Your result should be the lines holding the word "each", copied from the entries below.

━━━━━ AVAILABLE RECORDS ━━━━━

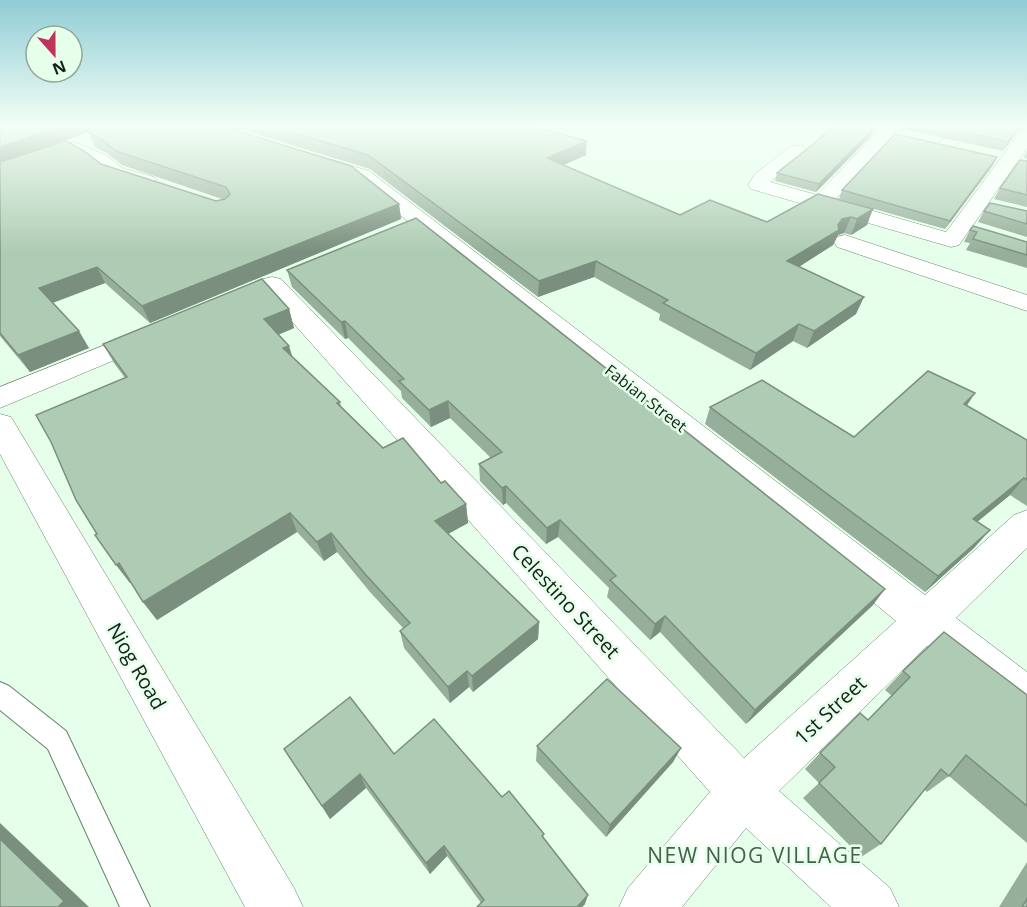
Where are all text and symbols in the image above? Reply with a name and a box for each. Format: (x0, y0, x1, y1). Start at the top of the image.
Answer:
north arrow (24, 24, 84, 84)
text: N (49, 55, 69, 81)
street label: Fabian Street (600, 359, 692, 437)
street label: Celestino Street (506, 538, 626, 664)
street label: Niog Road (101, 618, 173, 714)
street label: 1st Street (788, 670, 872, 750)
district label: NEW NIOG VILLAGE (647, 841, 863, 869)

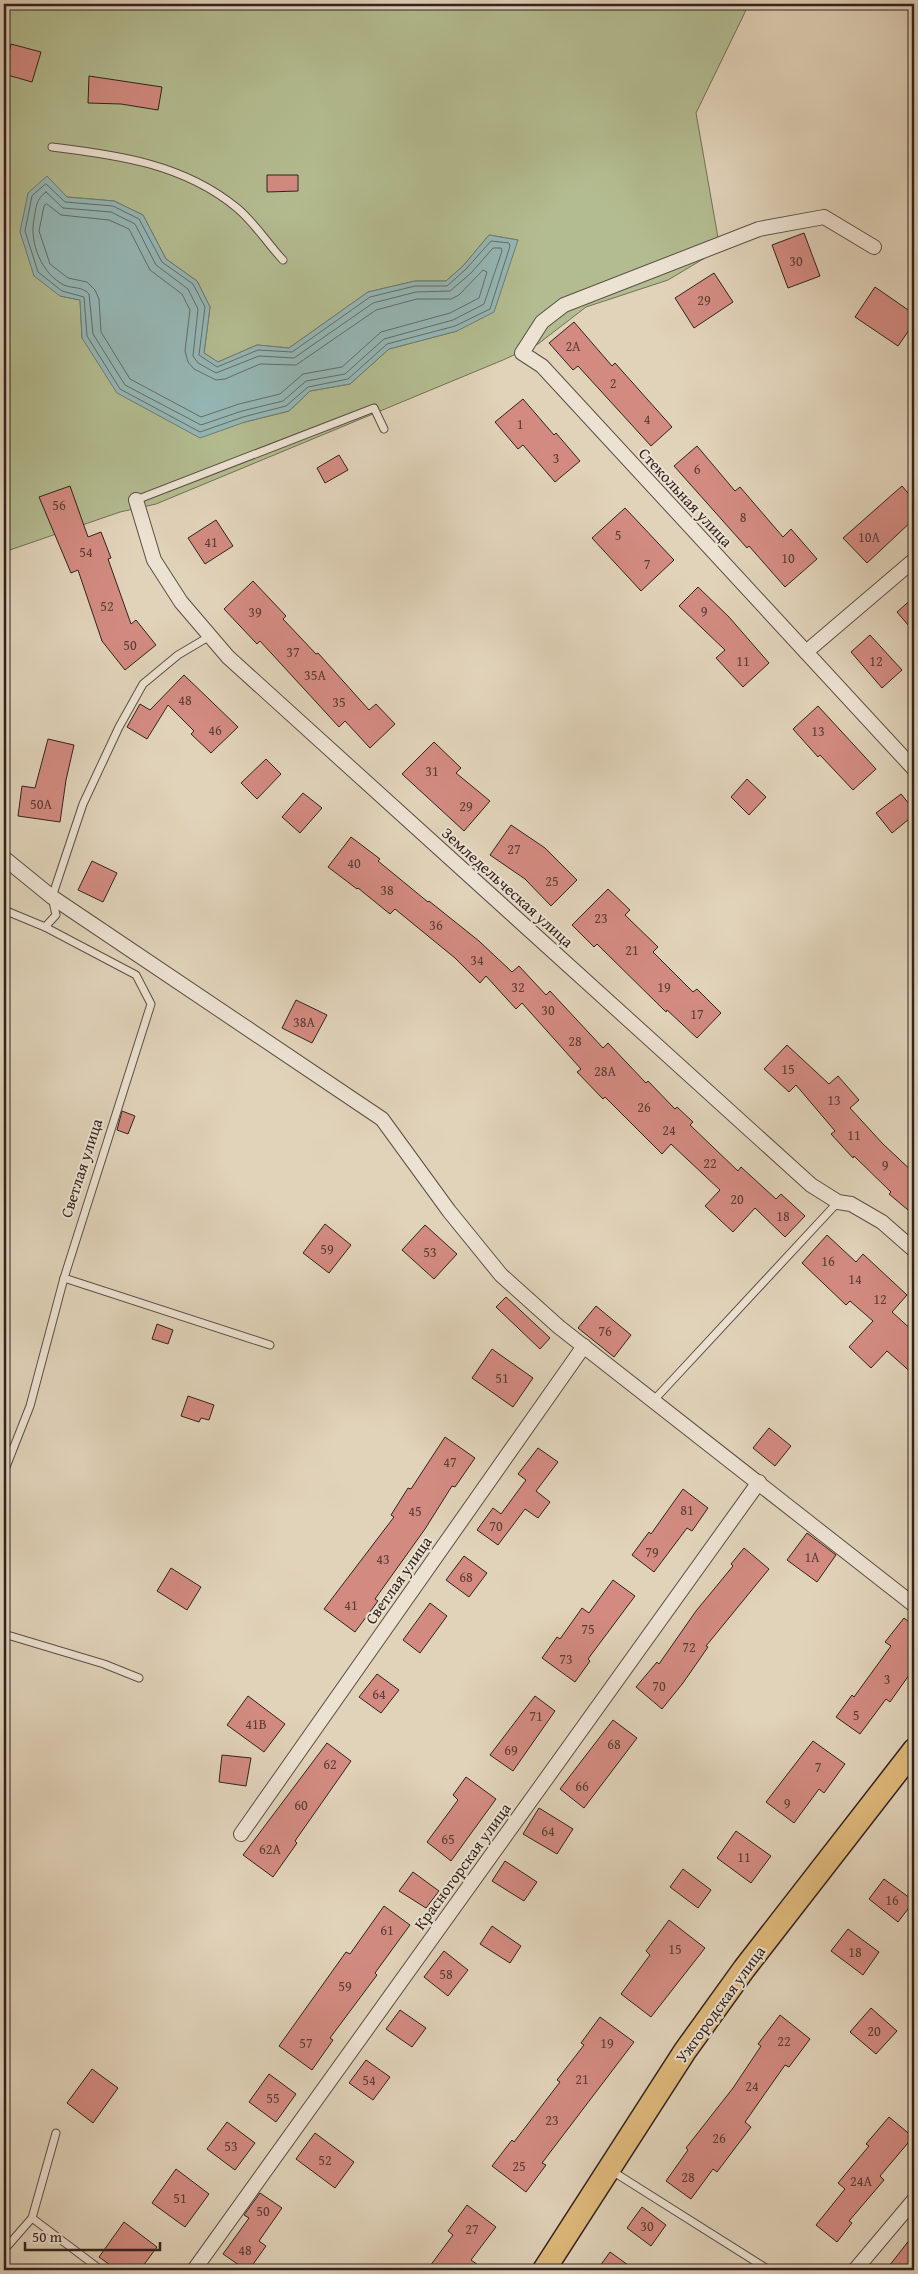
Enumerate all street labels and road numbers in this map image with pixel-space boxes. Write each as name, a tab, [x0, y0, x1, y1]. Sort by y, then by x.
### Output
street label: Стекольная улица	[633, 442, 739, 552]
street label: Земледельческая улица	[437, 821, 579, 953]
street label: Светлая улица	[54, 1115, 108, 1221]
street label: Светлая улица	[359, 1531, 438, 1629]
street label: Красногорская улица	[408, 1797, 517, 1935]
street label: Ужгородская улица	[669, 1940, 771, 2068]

━━━━━
━━━━━ AVAILABLE RECORDS ━━━━━

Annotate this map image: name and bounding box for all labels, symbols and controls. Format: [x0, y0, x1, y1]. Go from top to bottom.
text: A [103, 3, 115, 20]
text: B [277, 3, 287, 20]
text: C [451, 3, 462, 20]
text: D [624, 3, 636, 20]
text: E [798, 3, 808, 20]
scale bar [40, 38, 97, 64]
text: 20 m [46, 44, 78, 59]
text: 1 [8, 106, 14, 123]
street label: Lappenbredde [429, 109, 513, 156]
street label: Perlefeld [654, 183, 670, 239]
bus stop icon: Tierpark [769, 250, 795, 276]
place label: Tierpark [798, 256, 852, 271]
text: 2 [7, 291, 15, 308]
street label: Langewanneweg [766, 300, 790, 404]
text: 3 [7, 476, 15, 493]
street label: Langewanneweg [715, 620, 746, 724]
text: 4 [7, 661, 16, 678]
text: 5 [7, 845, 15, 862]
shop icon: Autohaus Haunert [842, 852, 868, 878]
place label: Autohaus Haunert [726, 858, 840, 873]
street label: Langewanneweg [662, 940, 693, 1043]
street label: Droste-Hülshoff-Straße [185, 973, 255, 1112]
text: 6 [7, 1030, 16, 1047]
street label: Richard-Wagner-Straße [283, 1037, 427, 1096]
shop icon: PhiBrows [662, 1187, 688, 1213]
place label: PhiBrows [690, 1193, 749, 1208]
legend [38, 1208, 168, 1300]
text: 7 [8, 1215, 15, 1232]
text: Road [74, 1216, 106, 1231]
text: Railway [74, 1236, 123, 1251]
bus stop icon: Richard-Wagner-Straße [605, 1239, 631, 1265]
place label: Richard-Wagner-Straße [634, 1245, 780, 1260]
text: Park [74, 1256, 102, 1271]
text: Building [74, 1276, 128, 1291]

━━━━━
━━━━━ AVAILABLE RECORDS ━━━━━

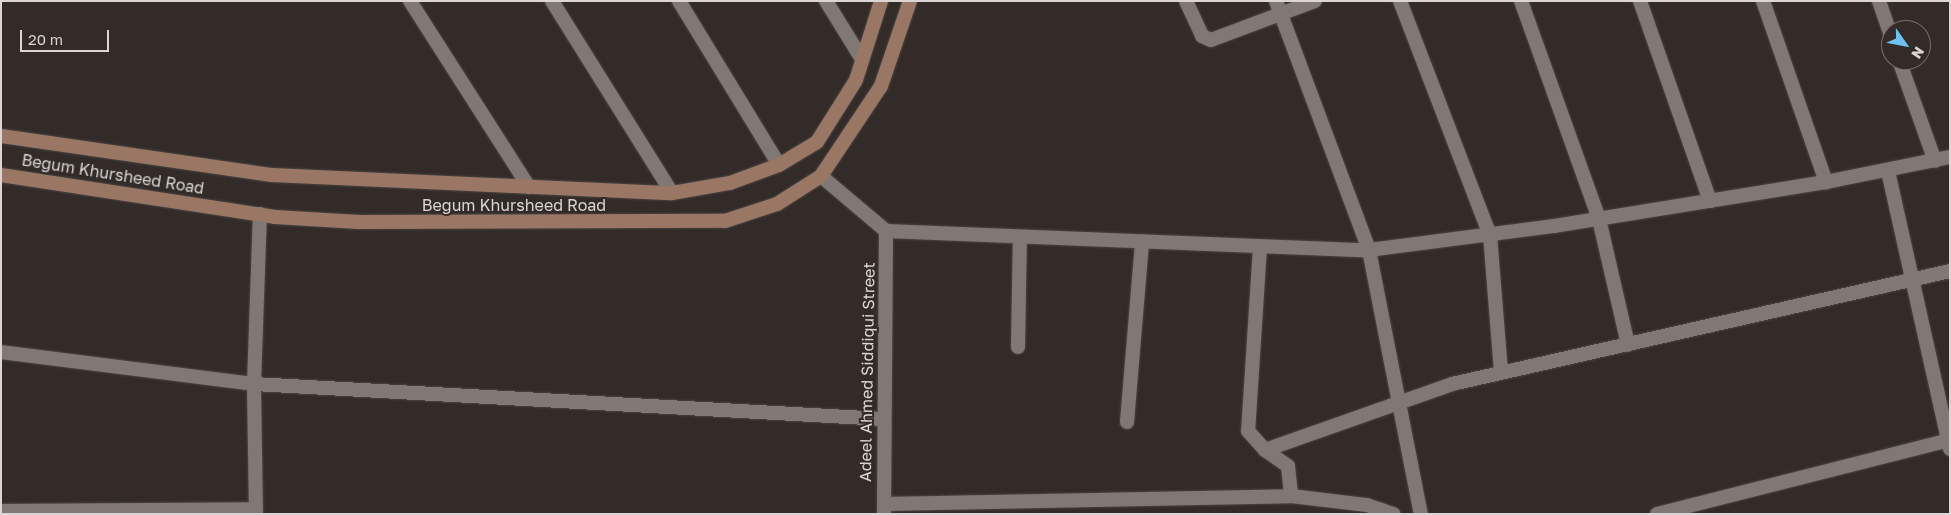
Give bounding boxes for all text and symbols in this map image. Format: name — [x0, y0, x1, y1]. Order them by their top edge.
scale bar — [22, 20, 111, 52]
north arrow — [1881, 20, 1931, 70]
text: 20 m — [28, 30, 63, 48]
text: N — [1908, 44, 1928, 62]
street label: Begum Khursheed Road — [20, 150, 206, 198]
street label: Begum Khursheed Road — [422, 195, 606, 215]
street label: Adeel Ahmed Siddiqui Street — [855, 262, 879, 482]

━━━━━

-- ANSWER TO THIS TASK --
Where are all text and symbols in the image above? Reply with a name and a box for each. Format: (x0, y0, x1, y1). Start at the top of the image.
Enumerate all street labels and road numbers in this map image with pixel-space boxes. Write each as name, a tab, [x0, y0, x1, y1]. Sort by y, then by x.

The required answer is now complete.